The main issue with LoI is that it's designed as if it's a 2D game even though it's a 3D game, with the solid segregation of foreground and background you'd expect from any regular Castlevania game translated to 3D where it doesn't work at all. In-room detail is folded out of the walls, but is completely non-interactive [to the point you can't even jump over it], and the levels are treated as if they're tile sets in a 2D game rather than actual structures. That needs to be the first thing to change: everything inside a room ought to be possible to jump on or over, and more things should be breakable or possible to examine. I wouldn't mind levels a third of the size if they're not made of identical rooms. Level structure should focus on exploration, but with far greater emphasis on rooms joining together rather than walking in a direction until you can't go that way anymore and then doubling back.

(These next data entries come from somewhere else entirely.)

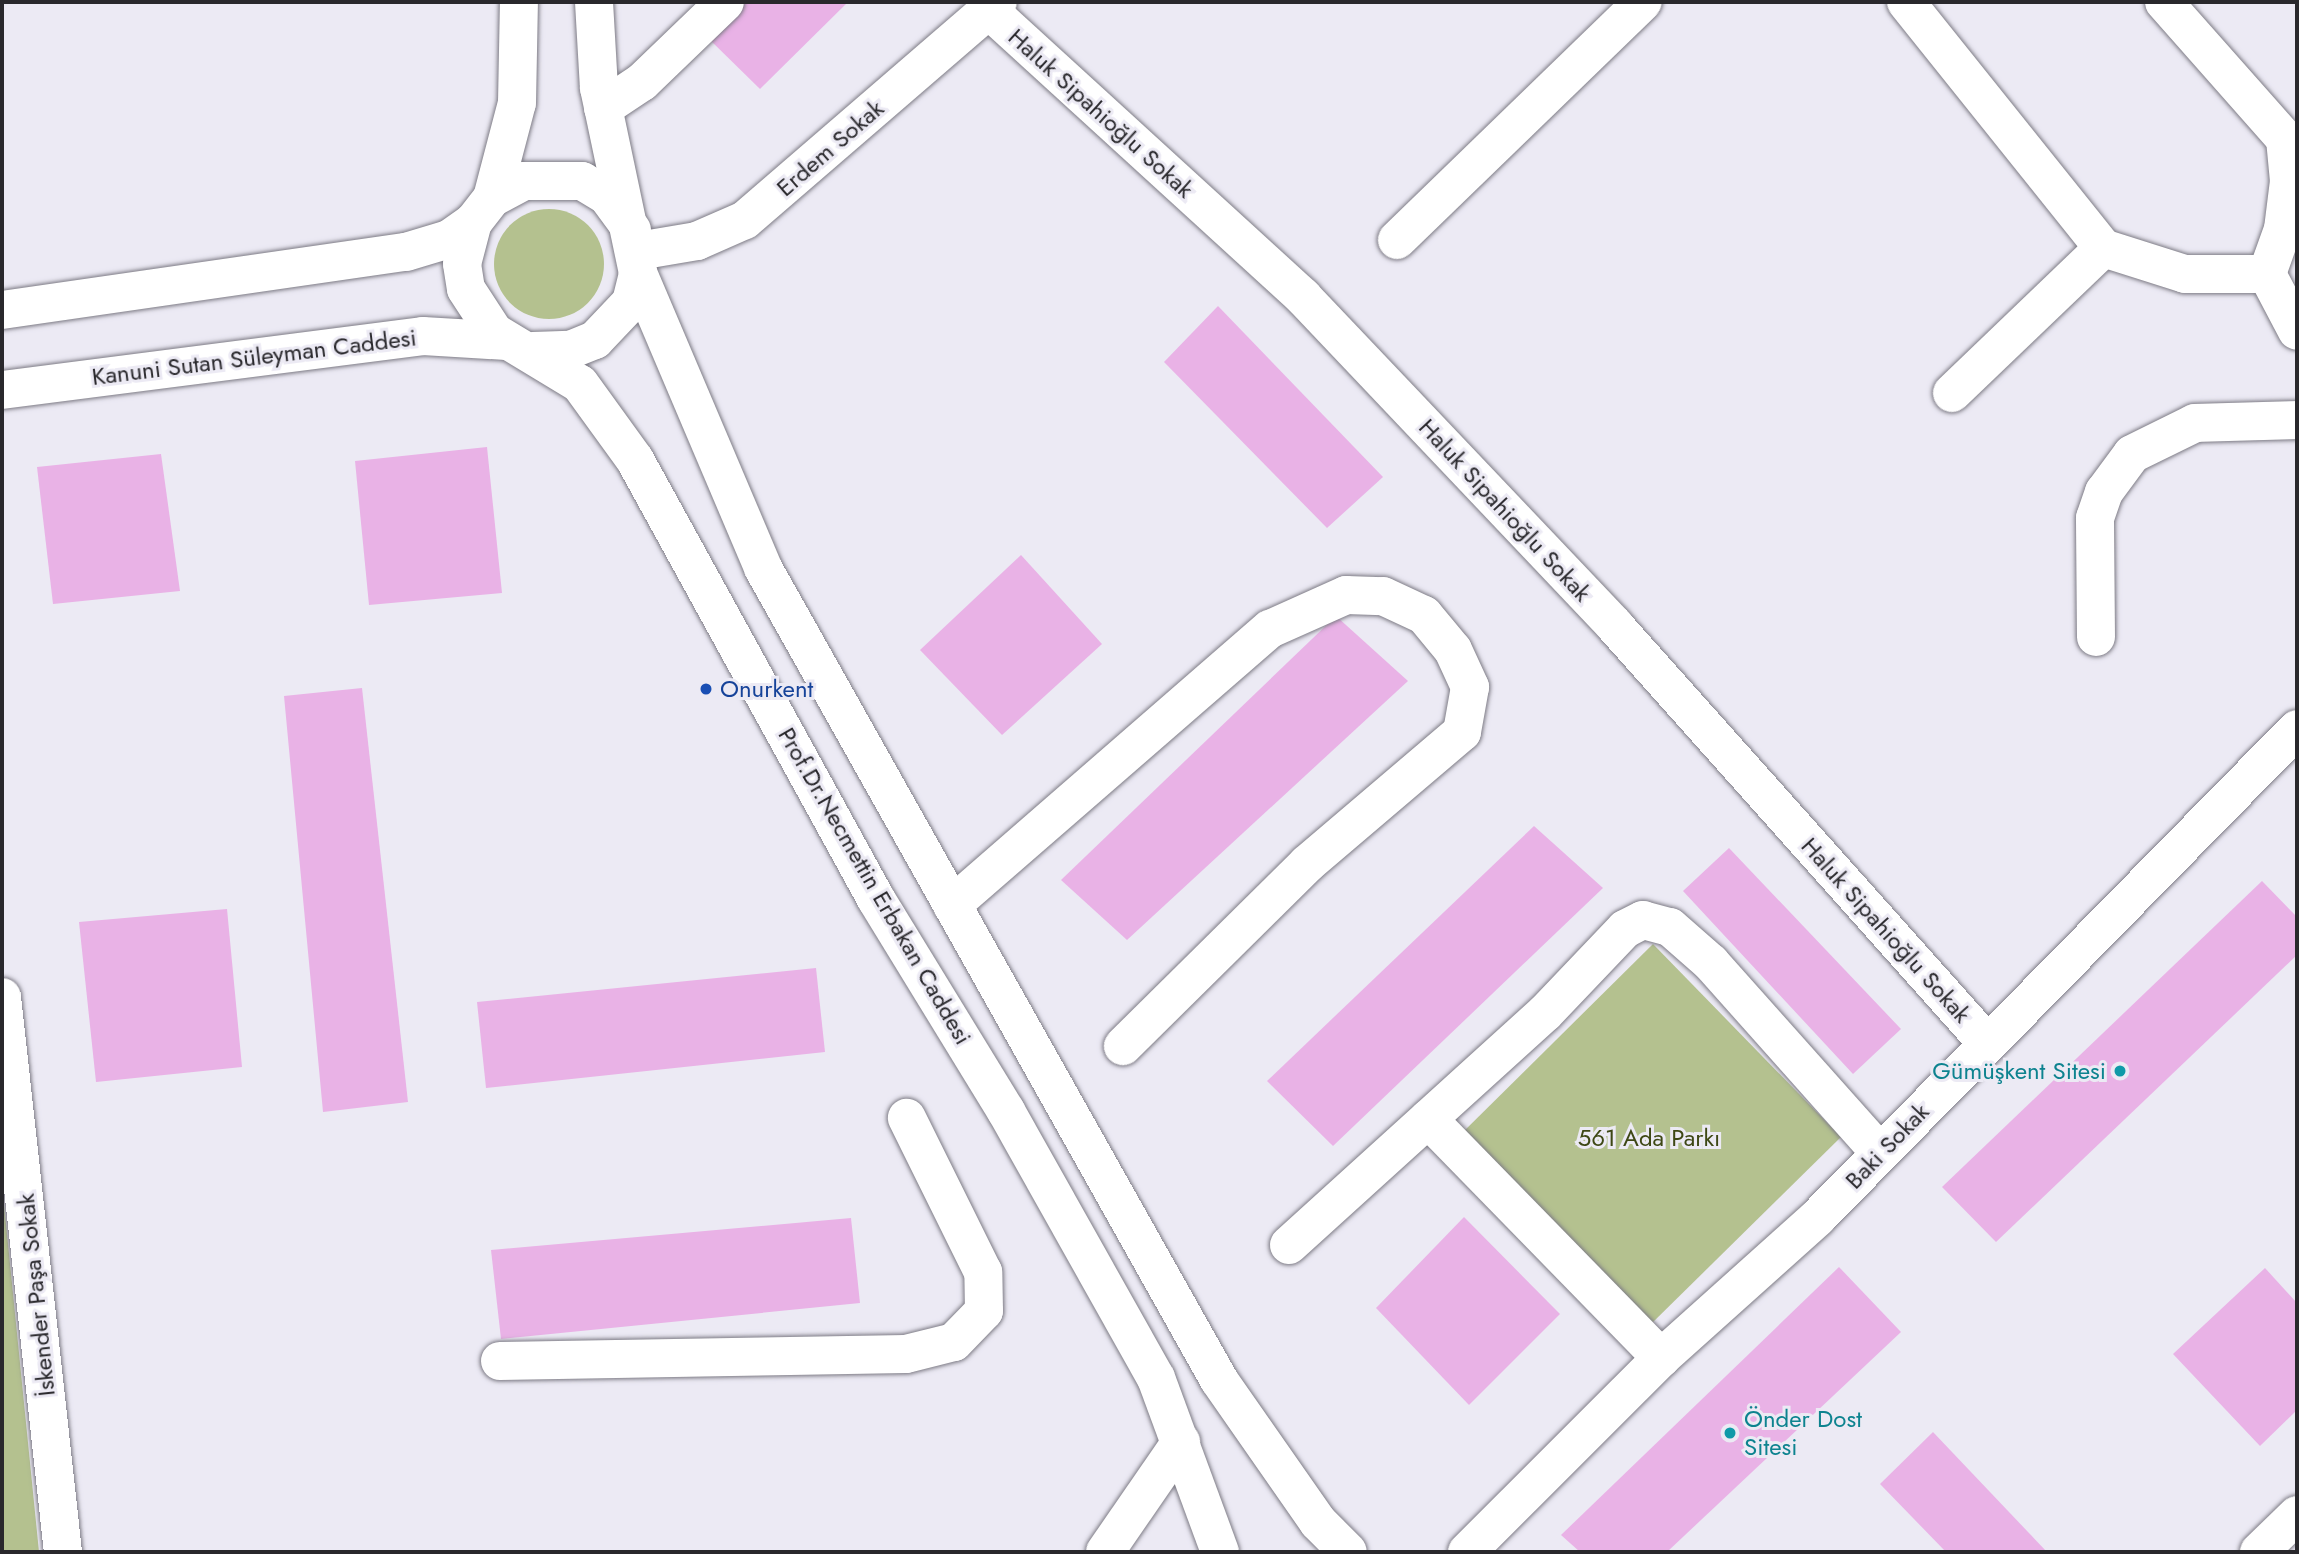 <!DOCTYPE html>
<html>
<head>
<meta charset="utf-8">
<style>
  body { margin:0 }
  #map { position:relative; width:2299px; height:1554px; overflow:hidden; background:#eceaf4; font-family:Jost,sans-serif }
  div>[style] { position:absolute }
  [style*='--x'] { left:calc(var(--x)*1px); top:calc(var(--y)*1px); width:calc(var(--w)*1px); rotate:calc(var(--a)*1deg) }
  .green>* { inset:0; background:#b4c18f }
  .round { border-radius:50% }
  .building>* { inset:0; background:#e9b2e6 }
  .roads { filter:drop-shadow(0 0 2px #7d7b85) drop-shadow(0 0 2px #7d7b85) }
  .minor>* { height:38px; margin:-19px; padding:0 19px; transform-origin:19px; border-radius:19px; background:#fff }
  .major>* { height:38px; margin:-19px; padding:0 19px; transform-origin:19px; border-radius:19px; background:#fff }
  .dots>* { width:19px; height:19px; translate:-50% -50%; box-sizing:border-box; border:4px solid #eceaf4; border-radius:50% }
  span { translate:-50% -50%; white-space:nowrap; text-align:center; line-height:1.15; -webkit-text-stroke:6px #eceaf4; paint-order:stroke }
  .street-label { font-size:24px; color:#29282c }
  .transit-label { font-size:24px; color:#164399 }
  .left { translate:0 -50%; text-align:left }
  .culture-label { font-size:24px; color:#0d838f }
  .right { translate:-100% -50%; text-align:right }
  .park-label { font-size:24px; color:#3e4815 }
  .frame { position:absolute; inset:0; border:4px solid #29282c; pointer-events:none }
</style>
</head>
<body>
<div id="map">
  <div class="green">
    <div class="round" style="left:494px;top:209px;width:110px;height:110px"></div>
    <div style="clip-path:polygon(1653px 944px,1841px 1137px,1648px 1327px,1459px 1136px)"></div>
    <div style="clip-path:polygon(2px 1184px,39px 1552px,2px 1552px)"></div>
  </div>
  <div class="building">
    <div style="clip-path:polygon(747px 2px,848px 2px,760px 89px,709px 39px)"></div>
    <div style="clip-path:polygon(1218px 306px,1383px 477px,1327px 528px,1164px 362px)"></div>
    <div style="clip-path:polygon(487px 447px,502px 593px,369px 605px,355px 461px)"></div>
    <div style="clip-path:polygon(161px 454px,180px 591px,53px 604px,37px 467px)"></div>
    <div style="clip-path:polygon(1021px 555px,1102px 644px,1002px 735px,920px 650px)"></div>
    <div style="clip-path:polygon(1336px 616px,1408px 681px,1127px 940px,1061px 880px)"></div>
    <div style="clip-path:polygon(362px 688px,408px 1102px,323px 1112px,284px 696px)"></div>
    <div style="clip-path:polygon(1534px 826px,1603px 888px,1333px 1146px,1267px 1081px)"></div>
    <div style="clip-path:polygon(1729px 848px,1901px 1029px,1853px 1074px,1683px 891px)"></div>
    <div style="clip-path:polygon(2262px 881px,2297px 917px,2297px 955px,1996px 1242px,1942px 1187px)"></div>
    <div style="clip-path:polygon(227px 909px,242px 1067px,96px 1082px,79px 922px)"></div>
    <div style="clip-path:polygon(816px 968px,825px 1052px,486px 1088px,477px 1002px)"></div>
    <div style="clip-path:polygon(1464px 1217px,1560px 1314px,1469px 1405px,1376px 1308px)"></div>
    <div style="clip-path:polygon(851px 1218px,860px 1303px,501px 1339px,491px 1250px)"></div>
    <div style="clip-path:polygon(1839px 1267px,1901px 1332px,1667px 1552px,1580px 1552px,1561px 1535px)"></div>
    <div style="clip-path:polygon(2265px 1268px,2297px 1303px,2297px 1410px,2260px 1446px,2173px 1354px)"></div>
    <div style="clip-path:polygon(1933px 1432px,2047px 1552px,1946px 1552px,1880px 1484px)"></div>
  </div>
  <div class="roads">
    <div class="minor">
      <div style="--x:1906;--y:2;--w:315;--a:51.3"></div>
      <div style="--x:2103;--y:248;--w:86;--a:17.6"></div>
      <div style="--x:2185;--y:274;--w:82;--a:0"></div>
      <div style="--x:2164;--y:2;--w:183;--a:48.5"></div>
      <div style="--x:2285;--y:139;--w:42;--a:84.6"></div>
      <div style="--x:2289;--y:181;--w:48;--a:97.1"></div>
      <div style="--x:2283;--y:229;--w:48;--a:109.6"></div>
      <div style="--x:2267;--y:274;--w:64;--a:62.2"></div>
      <div style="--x:990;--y:11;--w:424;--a:42.4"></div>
      <div style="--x:1303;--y:297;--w:452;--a:46.5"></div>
      <div style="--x:1614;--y:625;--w:560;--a:48.26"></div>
      <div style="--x:603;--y:108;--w:47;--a:-33.7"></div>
      <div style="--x:642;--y:82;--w:115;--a:-43.9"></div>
      <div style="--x:1397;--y:240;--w:342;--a:-44.1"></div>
      <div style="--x:638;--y:251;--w:60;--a:-9.6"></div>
      <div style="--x:697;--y:241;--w:52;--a:-23.6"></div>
      <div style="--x:745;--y:220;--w:334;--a:-40.8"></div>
      <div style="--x:1952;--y:393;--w:209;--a:-43.8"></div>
      <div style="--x:2096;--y:637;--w:119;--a:-90.5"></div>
      <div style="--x:2095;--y:518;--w:28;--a:-71"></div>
      <div style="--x:2104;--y:492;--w:47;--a:-53.6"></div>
      <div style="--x:2132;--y:454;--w:70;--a:-26.2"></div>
      <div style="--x:2195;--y:423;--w:102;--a:-1.7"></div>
      <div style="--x:952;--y:905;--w:421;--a:-41"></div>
      <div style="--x:1270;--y:629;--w:83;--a:-24.1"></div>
      <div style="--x:1346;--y:595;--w:37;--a:2"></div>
      <div style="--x:1383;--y:596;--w:45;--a:24.9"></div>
      <div style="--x:1424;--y:615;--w:45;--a:50.4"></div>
      <div style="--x:1453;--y:650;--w:41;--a:65.3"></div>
      <div style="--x:1470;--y:687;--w:46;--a:100.1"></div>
      <div style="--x:1462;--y:732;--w:204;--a:139.6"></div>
      <div style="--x:1307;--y:864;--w:259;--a:135.3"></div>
      <div style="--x:2;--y:997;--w:558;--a:83.73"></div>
      <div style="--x:1428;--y:1119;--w:334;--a:45.7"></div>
      <div style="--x:1289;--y:1245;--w:345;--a:-42.2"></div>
      <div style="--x:1545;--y:1013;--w:116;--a:-46.4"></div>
      <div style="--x:1625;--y:929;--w:20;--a:-27"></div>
      <div style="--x:1643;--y:920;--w:28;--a:15"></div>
      <div style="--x:1670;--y:927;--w:55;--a:41.3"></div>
      <div style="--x:1711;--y:963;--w:254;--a:48.3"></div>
      <div style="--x:500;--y:1361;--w:406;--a:-1"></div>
      <div style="--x:906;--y:1354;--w:49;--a:-14"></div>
      <div style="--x:954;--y:1342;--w:43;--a:-45.9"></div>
      <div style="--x:984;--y:1311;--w:39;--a:-91"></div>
      <div style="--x:983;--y:1272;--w:172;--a:-116.3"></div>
      <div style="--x:1105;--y:1552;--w:134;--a:-55.4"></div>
      <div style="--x:1467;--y:1552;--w:274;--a:-45"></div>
      <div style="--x:1661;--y:1358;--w:210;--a:-41.9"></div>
      <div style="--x:1817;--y:1218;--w:685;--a:-45.53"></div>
      <div style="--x:2259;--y:1552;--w:53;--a:-44.2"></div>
    </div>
    <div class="major">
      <div style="--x:594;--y:2;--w:86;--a:86.7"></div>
      <div style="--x:599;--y:88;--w:189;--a:78.1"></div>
      <div style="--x:638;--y:273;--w:320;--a:67"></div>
      <div style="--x:763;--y:568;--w:931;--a:60.68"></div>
      <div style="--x:1219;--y:1380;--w:173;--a:55.1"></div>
      <div style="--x:1318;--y:1522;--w:42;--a:45"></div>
      <div style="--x:492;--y:198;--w:98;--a:-75.3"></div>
      <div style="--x:517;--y:103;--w:101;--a:-88.9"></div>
      <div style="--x:632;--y:230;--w:42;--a:-126.3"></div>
      <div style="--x:607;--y:196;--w:29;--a:-149"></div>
      <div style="--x:582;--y:181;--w:58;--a:180"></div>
      <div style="--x:524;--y:181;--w:36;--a:152"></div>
      <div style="--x:492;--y:198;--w:31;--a:128"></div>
      <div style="--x:473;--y:222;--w:43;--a:104.7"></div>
      <div style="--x:462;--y:264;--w:25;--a:81"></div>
      <div style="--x:466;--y:289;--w:51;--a:56.9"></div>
      <div style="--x:494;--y:332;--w:100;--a:31.2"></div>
      <div style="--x:580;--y:384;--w:94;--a:54.1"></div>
      <div style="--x:635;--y:460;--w:501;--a:61.23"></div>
      <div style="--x:876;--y:899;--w:249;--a:58.5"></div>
      <div style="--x:1006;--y:1111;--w:306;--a:60.7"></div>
      <div style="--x:1156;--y:1378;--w:185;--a:69.8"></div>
      <div style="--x:2;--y:310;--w:408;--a:-8.2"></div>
      <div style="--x:406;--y:252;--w:45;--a:-16.8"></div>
      <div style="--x:449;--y:239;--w:29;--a:-35"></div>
      <div style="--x:533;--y:351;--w:37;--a:-2"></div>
      <div style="--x:570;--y:350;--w:27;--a:-22"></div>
      <div style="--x:595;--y:340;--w:52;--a:-46.5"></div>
      <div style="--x:631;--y:302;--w:30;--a:-76"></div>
      <div style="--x:2;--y:390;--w:424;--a:-7.3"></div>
      <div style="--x:423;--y:336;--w:84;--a:3.4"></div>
    </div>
  </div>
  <div class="dots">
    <div style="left:706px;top:689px;background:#1a4fb4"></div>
    <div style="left:2120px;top:1071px;background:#0f9aa8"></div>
    <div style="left:1730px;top:1433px;background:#0f9aa8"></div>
  </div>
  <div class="street-label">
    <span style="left:1101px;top:113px;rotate:42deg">Haluk Sipahioğlu Sokak</span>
    <span style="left:830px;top:148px;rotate:-41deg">Erdem Sokak</span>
    <span style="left:254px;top:357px;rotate:-7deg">Kanuni Sutan Süleyman Caddesi</span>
    <span style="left:1505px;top:510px;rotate:47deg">Haluk Sipahioğlu Sokak</span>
    <span style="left:875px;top:886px;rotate:60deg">Prof.Dr.Necmettin Erbakan Caddesi</span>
    <span style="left:1886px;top:930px;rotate:48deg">Haluk Sipahioğlu Sokak</span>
    <span style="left:1887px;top:1146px;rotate:-46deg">Baki Sokak</span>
    <span style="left:36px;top:1295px;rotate:-96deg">İskender Paşa Sokak</span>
  </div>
  <div class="transit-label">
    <span class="left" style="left:720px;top:689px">Onurkent</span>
  </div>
  <div class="culture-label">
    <span class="right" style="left:2106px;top:1071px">Gümüşkent Sitesi</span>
    <span class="left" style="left:1744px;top:1433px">Önder Dost<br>Sitesi</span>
  </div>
  <div class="park-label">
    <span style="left:1649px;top:1138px">561 Ada Parkı</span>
  </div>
  <div class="frame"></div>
</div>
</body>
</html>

Whip-jumping should just be flat-out removed, it really isn't that interesting a mechanic. Using the whip to swing from things would be nice, but just using attack as a jump button in some situations is silly. If it has to be there, have it triggered with the jump button.
Equally, the camera needs fixing: At very least, there needs to be a camera location at each end of any given hallway, since LoI could only deal with this by never spawning enemies in a corridor if you were walking 'into' the camera. Either a DMC-style system of many fixed cameras or even a proper 3D camera would be much better.
Enemy design should focus on a small number with a lot of abilities rather than a large number with a couple each; that'll make combat more interesting, since you won't just be dealing with the same attacks over and over.
Story-wise, the whole aspect regarding the crusades is silly: not only is the game set a year before the Crusades even started, it seems pretty daft that the church would go for the holy land with perfectly serviceable demons to fight right there in their own back yard, and Leon's renouncing of his title just seems a cheap way to heap more arbitrary tragedy on the character. So, have Leon go with the church's blessing and keep his sword, receiving the Alchemy Whip as well, and let him switch between them as he likes. The sword would be relatively weak but fast and with a wide variety of moves while the whip would be slow, strong and have a bunch of extra combat abilities like wide sweeps or the ability to grab and throw enemies. Ditch the system of learning moves when the game feels like it; give Leon most of the core techniques immediately, with the rest bought from Rinaldo as 'technique books' or something so you can see what Leon's capable of immediately; you shouldn't have to earn even the most basic abilities like Perfect Guard and the default whip combos.
Don't bother enchanting the gauntlet unless Leon's going to start off with a Relic worth using, otherwise hold off on that cutscene until he's been handed a couple. In Lament, the orbs, relics and gauntlet never even came into play during the unbelievably long first level, and it takes forever to build up a decent collection of orbs. They might be cool, but they're not cool enough to be a reward for two hours of wandering around. Also, tighten up the Gauntlet's ability to interrupt the run-out animations of other moves; it's pointless having a guard move if you have to take hits all the time anyway because all your moves have tons of idle frames tacked on the end. Another idea might be to allow Leon to use the gauntlet to catch and throw back enemy projectile attacks, or use MP directly to do so.
The story ought to play more of a role in the stages; not necessarily cutscenes, but shorter stages with stronger themes would work far better; for example, if House of Sacred Remains is going to have an icky biological boss, why not have the rooms slowly shift from stone and metal to flesh and blood as you get closer to it, and the enemies shift similarly from more normal things to boss minions and even the rooms themselves?
Reduce the number of torches and increase the heart pickups to 5 and 10 rather than the default drop being 1. Make it so there's a given item in each candle, not just a single heart or a single coin in dozens of them; after all, they're no longer going to be the only interactive scenery, so we don't need as many. Have Leon run faster, and generally move a little more quickly.